Task material:
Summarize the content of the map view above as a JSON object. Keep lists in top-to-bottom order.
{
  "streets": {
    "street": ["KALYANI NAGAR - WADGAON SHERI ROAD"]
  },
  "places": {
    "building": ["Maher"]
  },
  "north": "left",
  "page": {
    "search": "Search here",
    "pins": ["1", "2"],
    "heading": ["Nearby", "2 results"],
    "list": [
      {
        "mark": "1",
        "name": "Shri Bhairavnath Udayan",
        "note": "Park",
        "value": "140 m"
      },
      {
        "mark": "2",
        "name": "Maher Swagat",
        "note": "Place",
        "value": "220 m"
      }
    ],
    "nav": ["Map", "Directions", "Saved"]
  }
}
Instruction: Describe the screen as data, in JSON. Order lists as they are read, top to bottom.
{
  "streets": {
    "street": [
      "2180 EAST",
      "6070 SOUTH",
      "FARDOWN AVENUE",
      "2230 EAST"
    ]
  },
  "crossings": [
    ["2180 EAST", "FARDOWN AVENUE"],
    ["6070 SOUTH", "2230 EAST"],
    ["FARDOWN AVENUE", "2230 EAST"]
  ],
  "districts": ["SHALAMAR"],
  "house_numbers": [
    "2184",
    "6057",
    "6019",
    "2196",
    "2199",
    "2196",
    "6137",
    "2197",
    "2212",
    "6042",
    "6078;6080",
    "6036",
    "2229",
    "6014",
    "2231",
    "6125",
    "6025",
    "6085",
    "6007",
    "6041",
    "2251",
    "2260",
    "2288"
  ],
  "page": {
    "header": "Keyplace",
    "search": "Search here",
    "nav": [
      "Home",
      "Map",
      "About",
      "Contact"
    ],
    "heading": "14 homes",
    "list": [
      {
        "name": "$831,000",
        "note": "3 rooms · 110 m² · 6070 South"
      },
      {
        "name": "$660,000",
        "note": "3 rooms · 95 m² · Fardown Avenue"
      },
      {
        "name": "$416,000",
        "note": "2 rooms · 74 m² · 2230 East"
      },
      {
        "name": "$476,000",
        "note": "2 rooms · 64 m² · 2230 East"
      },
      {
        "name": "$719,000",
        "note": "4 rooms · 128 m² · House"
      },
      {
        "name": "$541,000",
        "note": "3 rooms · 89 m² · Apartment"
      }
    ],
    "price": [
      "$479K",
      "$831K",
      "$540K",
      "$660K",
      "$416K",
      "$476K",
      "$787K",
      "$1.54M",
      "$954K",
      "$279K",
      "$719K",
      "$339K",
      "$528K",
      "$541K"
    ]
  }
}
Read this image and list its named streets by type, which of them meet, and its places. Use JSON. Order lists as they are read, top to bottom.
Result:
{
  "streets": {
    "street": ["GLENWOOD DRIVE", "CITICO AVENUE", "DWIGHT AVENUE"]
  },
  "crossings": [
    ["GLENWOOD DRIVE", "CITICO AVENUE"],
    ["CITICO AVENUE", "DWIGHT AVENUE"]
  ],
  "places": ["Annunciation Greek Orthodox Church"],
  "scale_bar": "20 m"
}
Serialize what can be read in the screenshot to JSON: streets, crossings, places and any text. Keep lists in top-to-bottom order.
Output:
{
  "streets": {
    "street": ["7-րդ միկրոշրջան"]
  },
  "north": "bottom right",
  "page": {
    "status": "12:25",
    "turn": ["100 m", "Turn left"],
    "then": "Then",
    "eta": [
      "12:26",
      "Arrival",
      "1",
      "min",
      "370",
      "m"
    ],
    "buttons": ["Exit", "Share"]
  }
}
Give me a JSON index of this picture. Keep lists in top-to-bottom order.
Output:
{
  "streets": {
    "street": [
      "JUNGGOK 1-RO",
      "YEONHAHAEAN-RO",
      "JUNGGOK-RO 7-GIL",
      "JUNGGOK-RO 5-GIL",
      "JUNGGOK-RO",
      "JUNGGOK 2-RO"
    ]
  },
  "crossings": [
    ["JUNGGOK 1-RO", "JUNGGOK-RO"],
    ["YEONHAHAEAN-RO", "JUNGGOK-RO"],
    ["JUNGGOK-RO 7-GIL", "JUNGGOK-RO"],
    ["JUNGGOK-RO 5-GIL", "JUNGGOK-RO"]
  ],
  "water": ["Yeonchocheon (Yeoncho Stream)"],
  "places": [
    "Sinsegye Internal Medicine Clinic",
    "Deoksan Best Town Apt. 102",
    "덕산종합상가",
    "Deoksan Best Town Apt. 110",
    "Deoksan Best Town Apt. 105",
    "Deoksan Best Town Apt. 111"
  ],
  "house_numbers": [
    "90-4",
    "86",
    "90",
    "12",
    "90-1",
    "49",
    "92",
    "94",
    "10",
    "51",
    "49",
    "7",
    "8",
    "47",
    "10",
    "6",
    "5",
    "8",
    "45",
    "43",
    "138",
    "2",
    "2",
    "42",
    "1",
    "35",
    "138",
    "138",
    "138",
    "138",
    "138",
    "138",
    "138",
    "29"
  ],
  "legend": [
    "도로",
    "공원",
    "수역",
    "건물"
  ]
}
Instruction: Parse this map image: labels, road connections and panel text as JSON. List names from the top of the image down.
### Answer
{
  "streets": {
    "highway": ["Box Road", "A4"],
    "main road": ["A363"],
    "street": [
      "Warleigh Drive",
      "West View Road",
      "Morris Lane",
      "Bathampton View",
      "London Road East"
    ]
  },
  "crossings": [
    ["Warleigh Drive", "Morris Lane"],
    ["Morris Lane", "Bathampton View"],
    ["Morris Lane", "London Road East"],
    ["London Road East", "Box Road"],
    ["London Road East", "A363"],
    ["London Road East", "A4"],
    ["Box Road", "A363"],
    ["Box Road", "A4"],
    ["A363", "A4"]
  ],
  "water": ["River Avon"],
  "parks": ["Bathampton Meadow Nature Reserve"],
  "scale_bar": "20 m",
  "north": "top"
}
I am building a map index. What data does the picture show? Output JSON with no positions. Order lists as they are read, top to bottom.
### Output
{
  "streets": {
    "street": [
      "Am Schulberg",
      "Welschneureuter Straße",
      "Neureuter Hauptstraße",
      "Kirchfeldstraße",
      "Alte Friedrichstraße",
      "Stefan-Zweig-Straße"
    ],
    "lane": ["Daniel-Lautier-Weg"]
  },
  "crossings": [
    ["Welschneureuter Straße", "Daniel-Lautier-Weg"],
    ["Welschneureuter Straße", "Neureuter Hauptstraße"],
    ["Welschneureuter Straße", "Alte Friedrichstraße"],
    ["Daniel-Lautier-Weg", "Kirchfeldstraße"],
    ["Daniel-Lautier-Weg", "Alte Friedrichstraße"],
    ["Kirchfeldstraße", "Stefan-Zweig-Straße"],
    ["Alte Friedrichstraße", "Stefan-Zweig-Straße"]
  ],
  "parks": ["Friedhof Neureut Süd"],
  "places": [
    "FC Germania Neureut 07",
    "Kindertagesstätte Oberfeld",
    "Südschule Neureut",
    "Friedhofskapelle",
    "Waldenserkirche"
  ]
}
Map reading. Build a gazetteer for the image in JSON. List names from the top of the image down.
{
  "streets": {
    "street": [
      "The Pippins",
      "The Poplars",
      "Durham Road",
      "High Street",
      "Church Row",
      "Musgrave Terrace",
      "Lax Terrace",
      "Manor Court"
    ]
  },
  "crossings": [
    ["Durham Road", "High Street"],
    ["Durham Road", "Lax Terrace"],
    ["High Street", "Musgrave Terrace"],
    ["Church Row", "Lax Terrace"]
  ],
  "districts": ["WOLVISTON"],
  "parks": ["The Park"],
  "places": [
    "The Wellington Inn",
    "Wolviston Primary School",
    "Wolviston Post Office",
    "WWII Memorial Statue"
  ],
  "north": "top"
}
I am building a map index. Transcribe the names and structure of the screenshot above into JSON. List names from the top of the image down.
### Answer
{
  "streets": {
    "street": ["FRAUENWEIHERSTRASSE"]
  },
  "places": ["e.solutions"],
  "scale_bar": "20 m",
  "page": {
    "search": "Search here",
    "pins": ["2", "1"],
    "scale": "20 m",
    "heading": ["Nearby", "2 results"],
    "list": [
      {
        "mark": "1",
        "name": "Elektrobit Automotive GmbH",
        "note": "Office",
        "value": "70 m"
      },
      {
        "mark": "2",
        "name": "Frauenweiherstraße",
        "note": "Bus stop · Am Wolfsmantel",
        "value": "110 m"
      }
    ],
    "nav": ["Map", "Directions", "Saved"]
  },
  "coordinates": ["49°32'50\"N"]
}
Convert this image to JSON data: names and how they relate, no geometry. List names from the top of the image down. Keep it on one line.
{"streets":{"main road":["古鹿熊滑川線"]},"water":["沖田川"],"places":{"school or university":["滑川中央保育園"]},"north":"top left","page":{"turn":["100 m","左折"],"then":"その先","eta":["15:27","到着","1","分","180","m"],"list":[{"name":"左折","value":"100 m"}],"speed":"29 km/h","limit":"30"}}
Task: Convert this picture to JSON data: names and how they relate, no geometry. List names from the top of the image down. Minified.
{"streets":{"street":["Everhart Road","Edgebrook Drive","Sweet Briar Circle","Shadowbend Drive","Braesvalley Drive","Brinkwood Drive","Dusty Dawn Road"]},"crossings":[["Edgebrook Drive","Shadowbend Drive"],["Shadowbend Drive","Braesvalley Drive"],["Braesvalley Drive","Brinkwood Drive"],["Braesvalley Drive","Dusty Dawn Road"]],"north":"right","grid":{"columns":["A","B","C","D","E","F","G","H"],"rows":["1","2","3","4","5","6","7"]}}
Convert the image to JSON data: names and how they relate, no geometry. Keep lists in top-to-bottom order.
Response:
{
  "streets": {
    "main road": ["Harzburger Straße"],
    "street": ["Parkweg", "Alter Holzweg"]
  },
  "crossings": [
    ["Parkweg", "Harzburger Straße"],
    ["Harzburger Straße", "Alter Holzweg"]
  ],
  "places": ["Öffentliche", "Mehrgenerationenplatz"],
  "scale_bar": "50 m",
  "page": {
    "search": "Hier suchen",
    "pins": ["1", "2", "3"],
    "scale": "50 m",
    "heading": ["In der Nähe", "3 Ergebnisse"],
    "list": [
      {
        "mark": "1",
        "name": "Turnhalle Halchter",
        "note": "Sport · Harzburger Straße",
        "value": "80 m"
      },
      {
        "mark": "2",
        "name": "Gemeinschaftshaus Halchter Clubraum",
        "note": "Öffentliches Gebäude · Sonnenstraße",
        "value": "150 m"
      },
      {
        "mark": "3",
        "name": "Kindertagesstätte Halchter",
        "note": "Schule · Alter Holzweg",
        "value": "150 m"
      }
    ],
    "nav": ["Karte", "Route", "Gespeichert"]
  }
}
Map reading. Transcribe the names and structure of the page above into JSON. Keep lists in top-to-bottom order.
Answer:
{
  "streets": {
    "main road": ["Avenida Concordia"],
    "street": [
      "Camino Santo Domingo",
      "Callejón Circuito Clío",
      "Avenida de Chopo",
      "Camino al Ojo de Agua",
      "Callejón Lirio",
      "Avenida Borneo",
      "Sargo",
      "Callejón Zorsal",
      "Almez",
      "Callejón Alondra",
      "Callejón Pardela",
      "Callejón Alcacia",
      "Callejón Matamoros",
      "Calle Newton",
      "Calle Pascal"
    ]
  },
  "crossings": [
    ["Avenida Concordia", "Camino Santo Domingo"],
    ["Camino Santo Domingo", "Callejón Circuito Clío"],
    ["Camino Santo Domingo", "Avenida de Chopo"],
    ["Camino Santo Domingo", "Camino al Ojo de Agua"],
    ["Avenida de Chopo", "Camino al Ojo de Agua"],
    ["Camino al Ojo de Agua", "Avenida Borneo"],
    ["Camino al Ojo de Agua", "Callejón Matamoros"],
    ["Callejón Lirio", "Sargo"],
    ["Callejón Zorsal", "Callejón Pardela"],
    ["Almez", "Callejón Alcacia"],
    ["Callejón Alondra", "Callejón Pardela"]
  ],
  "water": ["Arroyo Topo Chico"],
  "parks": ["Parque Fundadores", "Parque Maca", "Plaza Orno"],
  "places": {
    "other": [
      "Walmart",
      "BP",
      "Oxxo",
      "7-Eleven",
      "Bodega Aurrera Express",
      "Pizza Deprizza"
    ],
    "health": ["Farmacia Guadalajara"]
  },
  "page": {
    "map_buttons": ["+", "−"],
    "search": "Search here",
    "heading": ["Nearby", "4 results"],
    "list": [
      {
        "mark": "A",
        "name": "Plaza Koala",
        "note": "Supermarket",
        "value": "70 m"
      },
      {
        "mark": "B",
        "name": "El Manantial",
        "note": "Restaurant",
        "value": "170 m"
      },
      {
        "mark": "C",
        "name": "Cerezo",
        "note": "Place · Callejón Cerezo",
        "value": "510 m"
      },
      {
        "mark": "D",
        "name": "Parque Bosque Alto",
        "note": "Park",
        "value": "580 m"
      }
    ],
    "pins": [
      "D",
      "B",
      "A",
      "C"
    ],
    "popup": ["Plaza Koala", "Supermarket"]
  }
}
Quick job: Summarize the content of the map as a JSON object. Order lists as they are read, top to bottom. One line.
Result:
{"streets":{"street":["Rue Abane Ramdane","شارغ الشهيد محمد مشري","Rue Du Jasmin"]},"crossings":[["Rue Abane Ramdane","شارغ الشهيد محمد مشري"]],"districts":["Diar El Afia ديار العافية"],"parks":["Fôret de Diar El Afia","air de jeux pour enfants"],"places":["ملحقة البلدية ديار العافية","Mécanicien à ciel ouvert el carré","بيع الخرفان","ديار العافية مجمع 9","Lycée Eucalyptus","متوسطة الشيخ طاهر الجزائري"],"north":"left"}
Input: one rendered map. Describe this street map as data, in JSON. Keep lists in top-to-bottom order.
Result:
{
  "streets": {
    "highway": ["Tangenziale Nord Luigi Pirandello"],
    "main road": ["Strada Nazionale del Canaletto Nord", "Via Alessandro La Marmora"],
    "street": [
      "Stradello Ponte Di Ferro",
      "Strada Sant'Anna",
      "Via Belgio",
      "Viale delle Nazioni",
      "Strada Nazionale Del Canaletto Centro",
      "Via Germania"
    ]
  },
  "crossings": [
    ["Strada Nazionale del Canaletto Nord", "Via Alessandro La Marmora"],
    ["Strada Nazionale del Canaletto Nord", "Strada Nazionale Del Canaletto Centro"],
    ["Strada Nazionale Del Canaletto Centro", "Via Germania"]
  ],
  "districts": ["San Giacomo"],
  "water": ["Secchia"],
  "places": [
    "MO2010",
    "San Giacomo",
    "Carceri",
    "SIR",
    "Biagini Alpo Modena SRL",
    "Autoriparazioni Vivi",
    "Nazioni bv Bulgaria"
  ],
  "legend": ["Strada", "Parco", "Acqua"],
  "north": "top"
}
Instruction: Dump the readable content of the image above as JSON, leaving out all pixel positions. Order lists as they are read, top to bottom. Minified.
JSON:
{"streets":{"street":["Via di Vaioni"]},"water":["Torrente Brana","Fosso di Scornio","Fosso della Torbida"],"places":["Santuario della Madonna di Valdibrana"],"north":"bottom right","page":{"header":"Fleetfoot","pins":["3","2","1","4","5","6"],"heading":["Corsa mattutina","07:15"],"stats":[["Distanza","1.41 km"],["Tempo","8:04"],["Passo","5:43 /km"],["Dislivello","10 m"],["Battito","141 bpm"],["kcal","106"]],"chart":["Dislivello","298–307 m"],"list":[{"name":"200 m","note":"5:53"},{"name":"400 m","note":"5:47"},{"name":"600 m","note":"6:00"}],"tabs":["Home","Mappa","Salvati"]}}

What the exercise asks:
Which of the lines above include the word "screenshot"? List those lines.

Written response:
Serialize what can be read in the screenshot to JSON: streets, crossings, places and any text. Keep lists in top-to-bottom order.
I am building a map index. Transcribe the names and structure of the screenshot above into JSON. List names from the top of the image down.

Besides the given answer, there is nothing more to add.